Ohio-German Fire Ins. v. Krumm

21 Ohio C.C. Dec. 409
CourtOhio Circuit Courts
DecidedSeptember 21, 1909
StatusPublished

This text of 21 Ohio C.C. Dec. 409 (Ohio-German Fire Ins. v. Krumm) is published on Counsel Stack Legal Research, covering Ohio Circuit Courts primary law. Counsel Stack provides free access to over 12 million legal documents including statutes, case law, regulations, and constitutions.

Bluebook
Ohio-German Fire Ins. v. Krumm, 21 Ohio C.C. Dec. 409 (Ohio Super. Ct. 1909).

Opinion

ALLREAD, J.

The question arising in this case is whether the mortgagee may recover upon a fire insurance policy containing what is known as the union mortgage clause of the standard policy of New York, New Jersey and Connecticut for a loss of property where neither he nor the mortgagor presented proofs of loss within sixty days as required of “the [410]*410insured” by a condition in the policy. It is conceded that the mortgagee presented proofs of loss to the company before the suit was brought but not within sixty days after the loss occurred.

It is contended by the insurance company that the mortgage clause which contains a stipulation that the insurance of the mortgagee shall not be invalidated by any act or neglect of the mortgagor does not relieve the mortgagee from compliance with the conditions of the mortgage precedent to the bringing of the suit, namely, the giving of notice and proofs of loss.

The. courts of other states are divided upon this question and no decision of our own courts has been cited.

The cases of Southern Bldg. & L. Co. v. Insurance Co. 94 Ga. 167 [21 S. E. Rep. 375; 27 L. R. A. 844; 47 Am. St. Rep. 147], and Lombard Invest. Co. v. Insurance Co. 62 Mo. App. 513, support directly the contention of the insurance company. The text in Joyce on Insurance, lays down the rule as contended for by the insurance company, citing Southern Bldg. & L. Co. v. Insurance Co. supra, as authority. There are other cases cited by counsel for the insurance company in line with these cases but not directly upon the question of proofs of loss, or where the policy is not similar to the one at bar. On the other hand, the later case of Adams v. Insurance Co. 115 Mo. App. 21 [90 S. W. Rep. 747], is directly opposed to the former case in the same court and holds that the mortgagee under a mortgage clause similar to the one involved here is not required to present proofs of loss within sixty days as required of “the insured” by other conditions in the policy. This view is also supported by the cases of Glens Falls Ins. Co. v. Porter, 44 Fla. 568 [33 So. Rep. 473], and Northern Assur. Co. v. Building & Loan Assn. 98 Ill. App. 152.

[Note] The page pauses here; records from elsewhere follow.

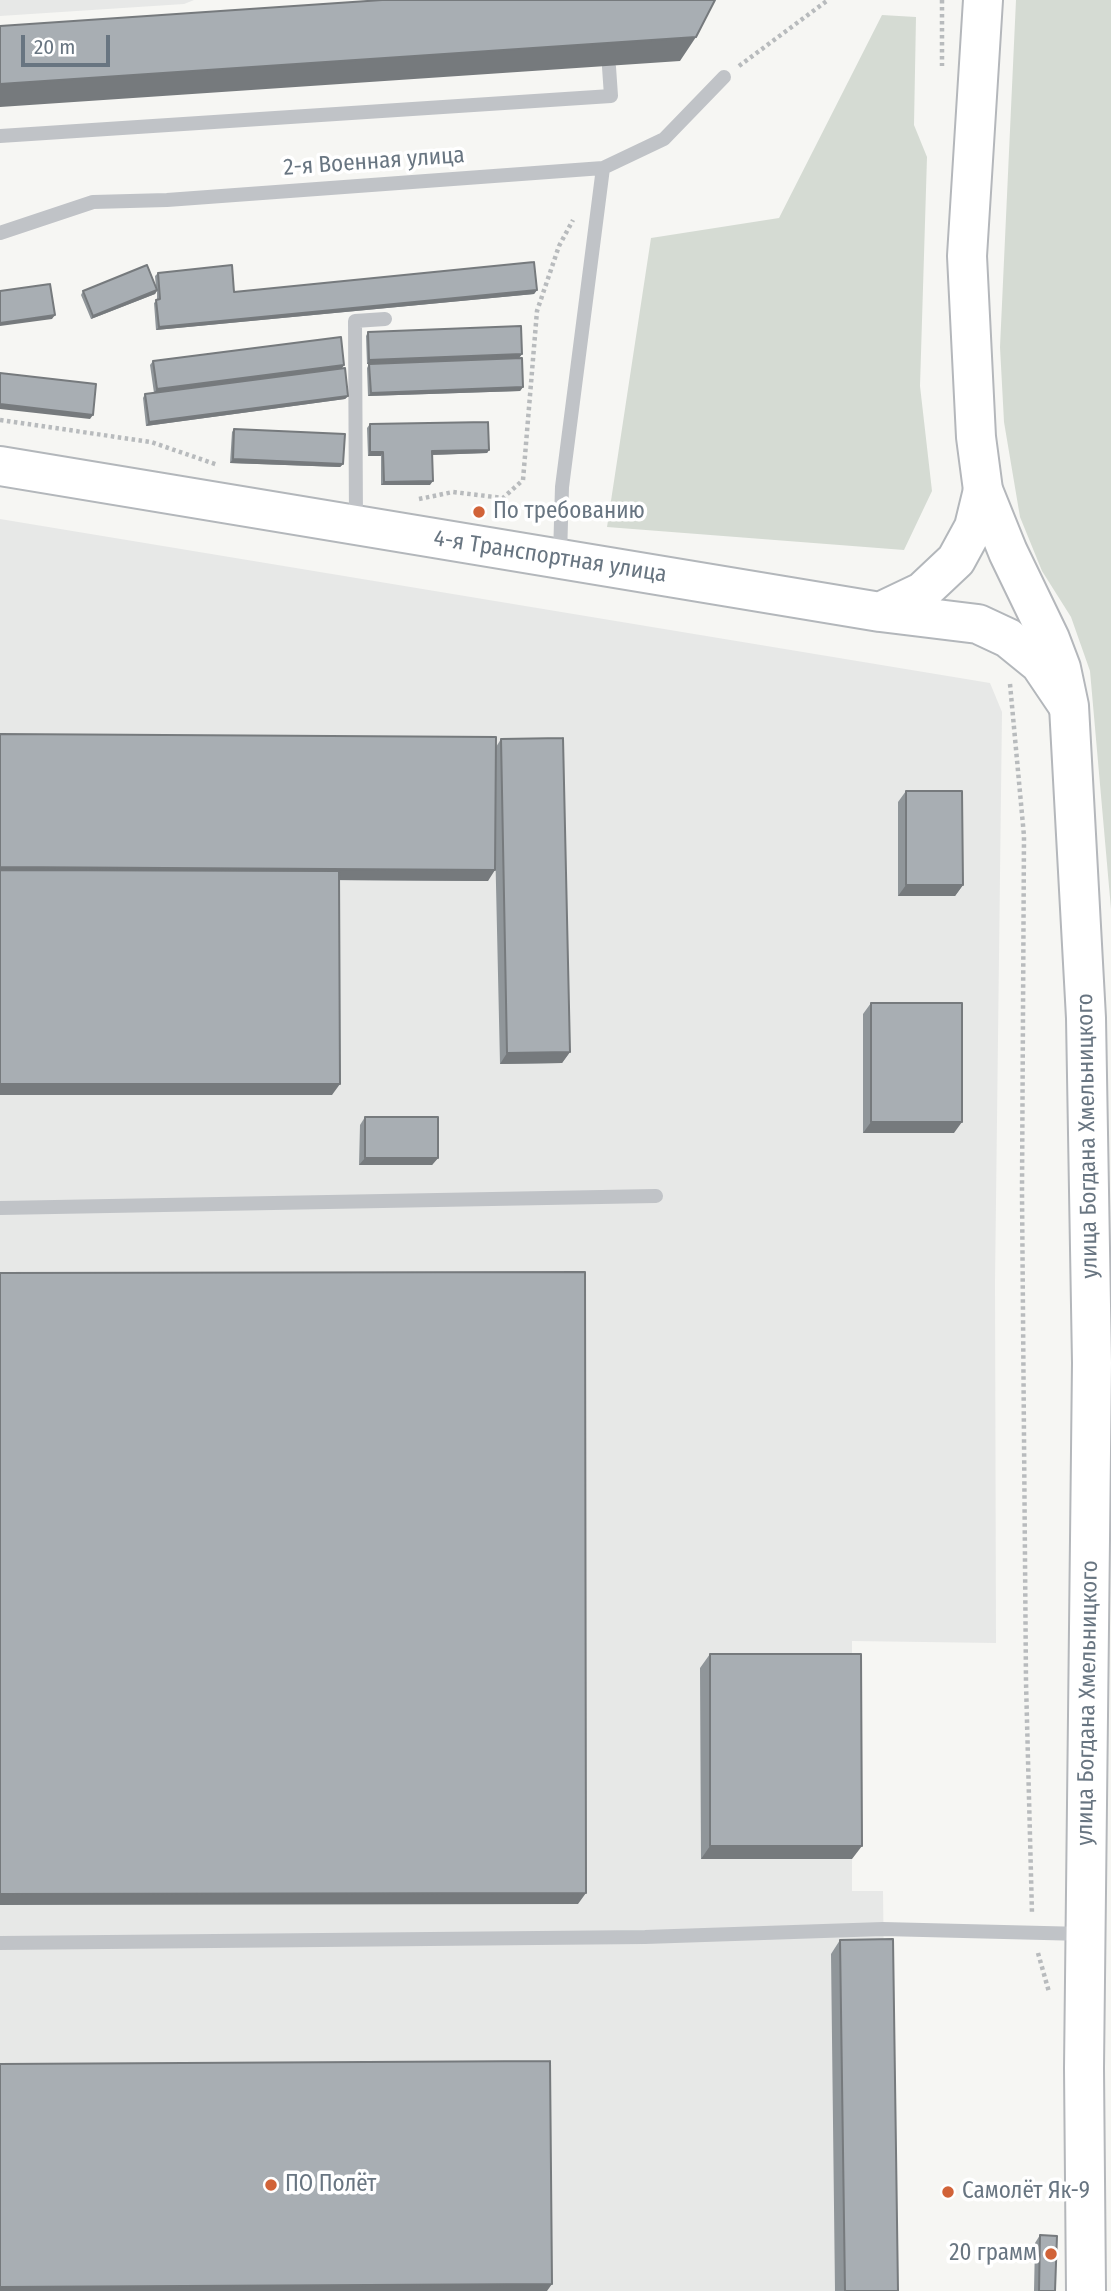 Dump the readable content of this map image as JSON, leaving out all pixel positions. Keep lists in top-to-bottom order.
{
  "streets": {
    "main road": ["4-я Транспортная улица", "улица Богдана Хмельницкого"],
    "lane": ["2-я Военная улица"]
  },
  "crossings": [
    ["4-я Транспортная улица", "улица Богдана Хмельницкого"]
  ],
  "places": [
    "По требованию",
    "ПО Полёт",
    "Самолёт Як-9",
    "20 грамм"
  ],
  "scale_bar": "20 m"
} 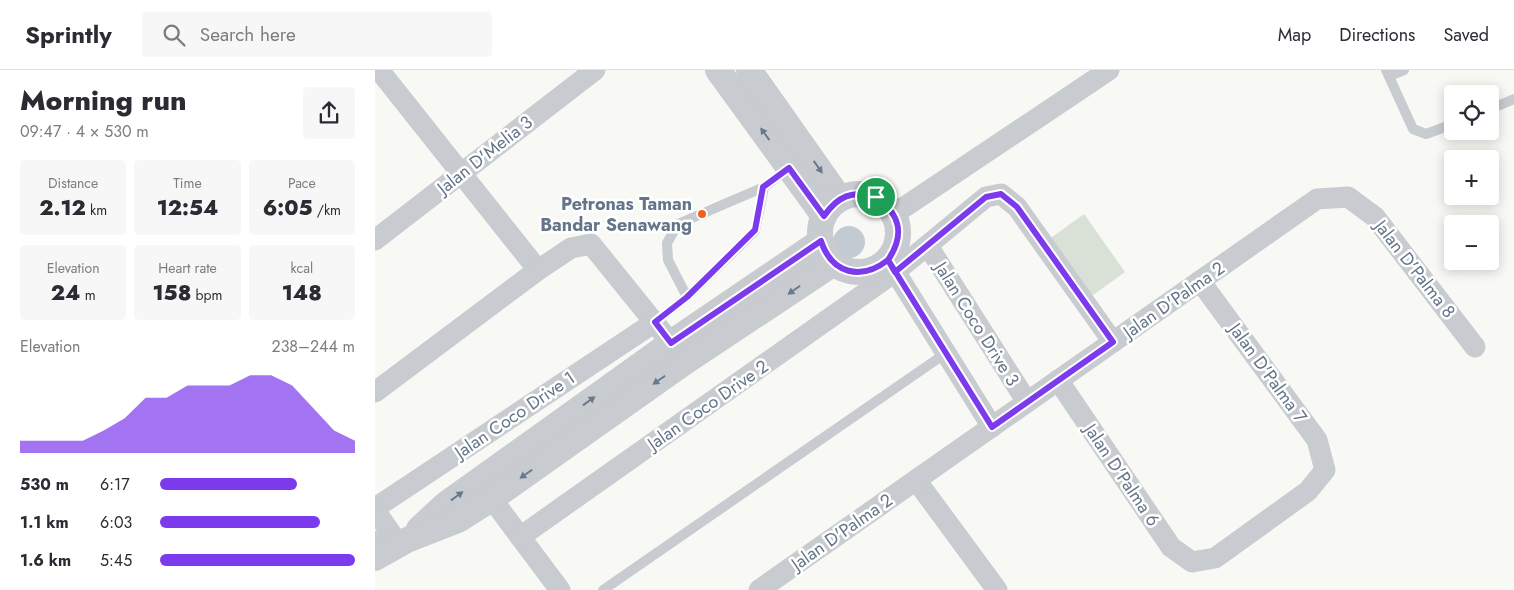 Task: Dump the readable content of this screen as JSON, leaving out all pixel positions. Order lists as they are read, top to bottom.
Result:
{
  "streets": {
    "street": [
      "Jalan D'Melia 3",
      "Jalan D'Palma 8",
      "Jalan D'Palma 2",
      "Jalan Coco Drive 3",
      "Jalan D'Palma 7",
      "Jalan Coco Drive 2",
      "Jalan Coco Drive 1",
      "Jalan D'Palma 6"
    ]
  },
  "crossings": [
    ["Jalan D'Palma 8", "Jalan D'Palma 2"],
    ["Jalan D'Palma 2", "Jalan Coco Drive 3"],
    ["Jalan D'Palma 2", "Jalan D'Palma 7"],
    ["Jalan D'Palma 2", "Jalan Coco Drive 2"],
    ["Jalan D'Palma 2", "Jalan D'Palma 6"],
    ["Jalan Coco Drive 3", "Jalan Coco Drive 2"],
    ["Jalan D'Palma 7", "Jalan D'Palma 6"]
  ],
  "places": ["Petronas Taman Bandar Senawang"],
  "page": {
    "header": "Sprintly",
    "search": "Search here",
    "nav": ["Map", "Directions", "Saved"],
    "heading": ["Morning run", "09:47 · 4 × 530 m"],
    "map_buttons": ["+", "−"],
    "stats": [
      ["Distance", "2.12 km"],
      ["Time", "12:54"],
      ["Pace", "6:05 /km"],
      ["Elevation", "24 m"],
      ["Heart rate", "158 bpm"],
      ["kcal", "148"]
    ],
    "chart": ["Elevation", "238–244 m"],
    "list": [
      {
        "name": "530 m",
        "note": "6:17"
      },
      {
        "name": "1.1 km",
        "note": "6:03"
      },
      {
        "name": "1.6 km",
        "note": "5:45"
      }
    ]
  }
} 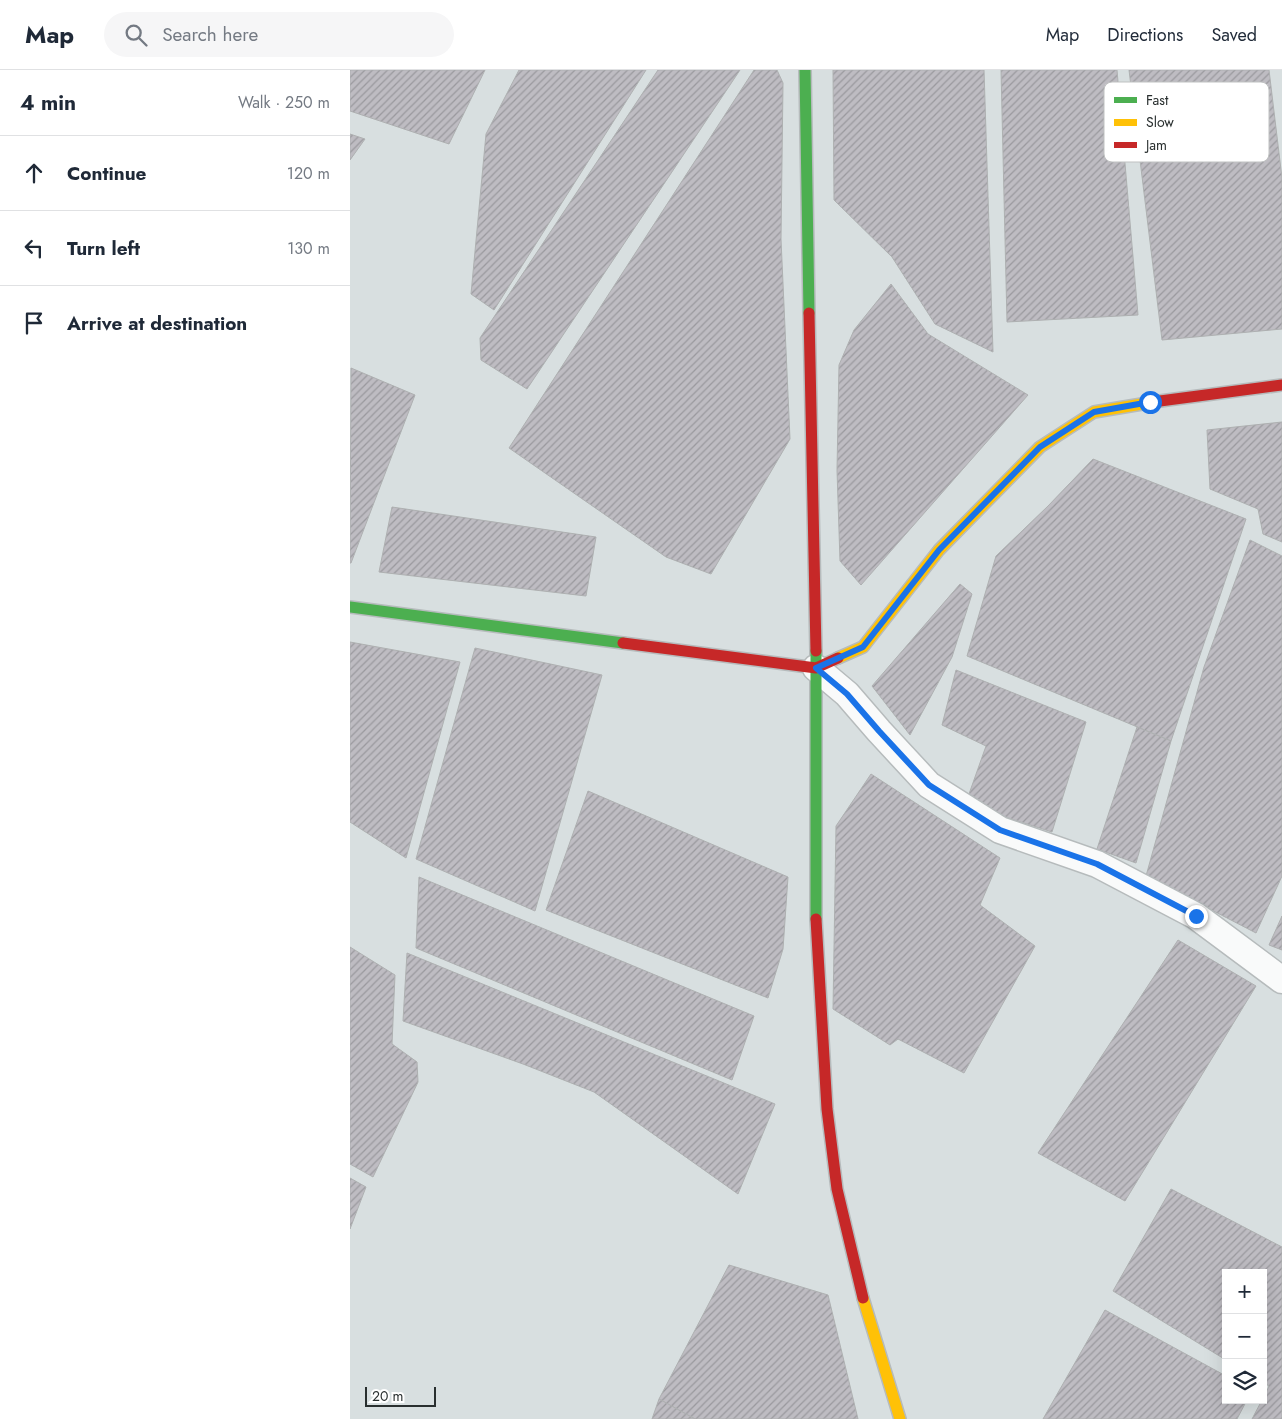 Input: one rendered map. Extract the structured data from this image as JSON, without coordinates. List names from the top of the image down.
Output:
{
  "legend": ["Fast", "Slow", "Jam"],
  "scale_bar": "20 m",
  "page": {
    "header": "Map",
    "search": "Search here",
    "nav": ["Map", "Directions", "Saved"],
    "heading": ["4 min", "Walk · 250 m"],
    "list": [
      ["Continue", "120 m"],
      ["Turn left", "130 m"],
      "Arrive at destination"
    ],
    "map_buttons": ["+", "−"],
    "scale": "20 m"
  }
}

Clement on Insurance in the text supports the proposition that the mortgagee is not required to furnish proofs of loss within sixty days, citing the cases above referred to as supporting that proposition. The author evidently from an examination of all the cases concluded to support the doctrine of Glens Falls Ins. Co. v. Porter, supra, and other cases supporting it rather than that of Southern Bldg. & L. Co. v. Insurance Co. supra.

We are also of the opinion that the cases supporting the view that the mortgagee is not required to furnish proofs of loss within sixty days as a condition of recovery are founded upon the better reason.

It is clearly the intention by the mortgage clause here to afford a higher degree of insurance to the mortgagee and to relieve him from many of those conditions which are imposed upon the mortgagor. The [411]*411reason for this may be found in the fact that the mortgagor is ordinarily in possession and responsible for the care of the property and is more liable to have the opportunity for the imposition of fraud. This view was evidently in the mind of the insurance company when.it prescribed this form of policy and no reason is apparent why the court should construe this clause as against its express terms in favor of the insurance company, but in ease of doubt the mortgagee is entitled to a liberal construction in his favor.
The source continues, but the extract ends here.